With the above command, we are just making one call to the greeter service, and it all works, we get the response back. Let's try to trip the circuit breaker now.

You can use Fortio to make 20 requests with 2 concurrent connections like this:

kubectl exec -it $FORTIO_POD -c fortio /usr/bin/fortio -- load -c 2 -qps 0 -n 20 -loglevel Warning http://greeter-service:3000/hello

In the output, you will notice the following lines:

...
Code 200 : 19 (95.0 %)
Code 503 : 1 (5.0 %)

This result is telling you that all 19 requests succeeded and 5% of them failed. Let's increase the number of concurrent connections to 3:

kubectl exec -it $FORTIO_POD -c fortio /usr/bin/fortio -- load -c 3 -qps 0 -n 50 -loglevel Warning http://greeter-service:3000/hello

Now are getting more failures:

...
Code 200 : 41 (82.0 %)
Code 503 : 9 (18.0 %)

This is telling us that 82% of requests succeded, and the rest was caught by the circuit breaker.
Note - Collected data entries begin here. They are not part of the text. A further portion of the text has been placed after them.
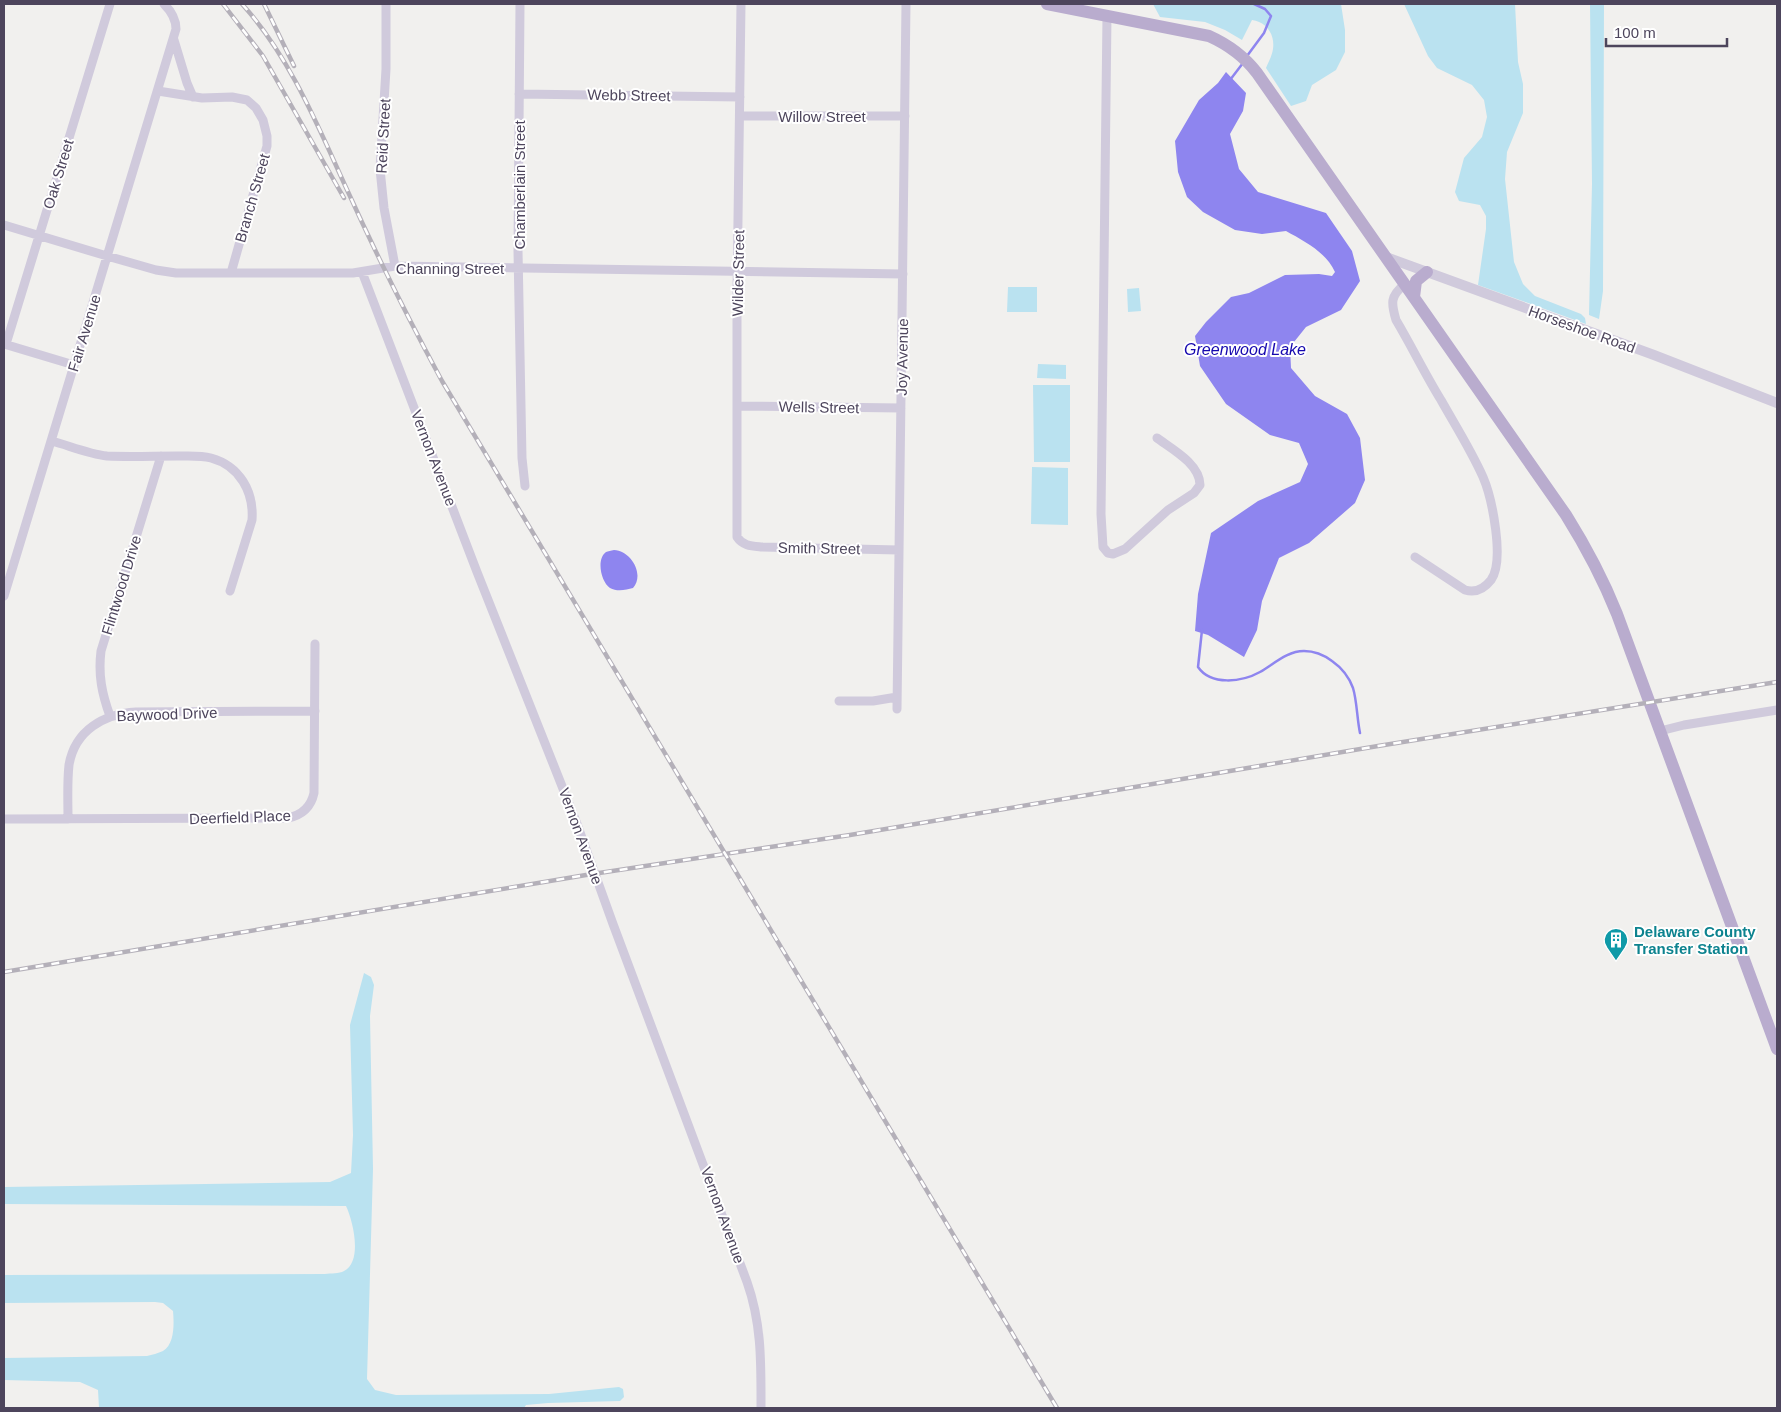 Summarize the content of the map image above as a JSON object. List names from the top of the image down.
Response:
{
  "streets": {
    "street": [
      "Webb Street",
      "Willow Street",
      "Reid Street",
      "Oak Street",
      "Chamberlain Street",
      "Branch Street",
      "Channing Street",
      "Wilder Street",
      "Horseshoe Road",
      "Fair Avenue",
      "Joy Avenue",
      "Wells Street",
      "Vernon Avenue",
      "Smith Street",
      "Flintwood Drive",
      "Baywood Drive",
      "Deerfield Place"
    ]
  },
  "crossings": [
    ["Webb Street", "Chamberlain Street"],
    ["Webb Street", "Wilder Street"],
    ["Willow Street", "Wilder Street"],
    ["Willow Street", "Joy Avenue"],
    ["Reid Street", "Channing Street"],
    ["Oak Street", "Channing Street"],
    ["Chamberlain Street", "Channing Street"],
    ["Branch Street", "Channing Street"],
    ["Branch Street", "Fair Avenue"],
    ["Channing Street", "Wilder Street"],
    ["Channing Street", "Fair Avenue"],
    ["Channing Street", "Joy Avenue"],
    ["Channing Street", "Vernon Avenue"],
    ["Wilder Street", "Wells Street"],
    ["Wilder Street", "Smith Street"],
    ["Joy Avenue", "Wells Street"],
    ["Joy Avenue", "Smith Street"],
    ["Flintwood Drive", "Baywood Drive"],
    ["Baywood Drive", "Deerfield Place"]
  ],
  "water": ["Greenwood Lake"],
  "places": {
    "building": ["Delaware County Transfer Station"]
  },
  "scale_bar": "100 m"
}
Another way to see the calls that we trapped by the circuit breaker is to query the Istio proxy stats:

$ kubectl exec -it $FORTIO_POD  -c istio-proxy  -- sh -c 'curl localhost:15000/stats' | grep greeter-service | grep pending
cluster.outbound|3000||greeter-service.default.svc.cluster.local.upstream_rq_pending_active: 0
cluster.outbound|3000||greeter-service.default.svc.cluster.local.upstream_rq_pending_failure_eject: 107
cluster.outbound|3000||greeter-service.default.svc.cluster.local.upstream_rq_pending_overflow: 9
cluster.outbound|3000||greeter-service.default.svc.cluster.local.upstream_rq_pending_total: 2193

The above stats are showing that 9 calls have been flagged for circuit breaking (which equals the number of failed requests we had with Fortio).

Similarly, you can also check the metrics from Prometheus. You can launch Prometheus with:

istioctl dashboard prometheus

From the Prometheus dashboard, use the following query to get a sum of all requests that went to the greeter-service and group them by response code, flags, and source app:

sum(istio_requests_total{destination_app="greeter-service}) by (response_code, response_flags, source_app)

You should see a result similar to the figure below:

The response flag you are looking for is UO. If you look up this from the Envoy documentation, the code UO stands for upstream overflow - circuit breaker.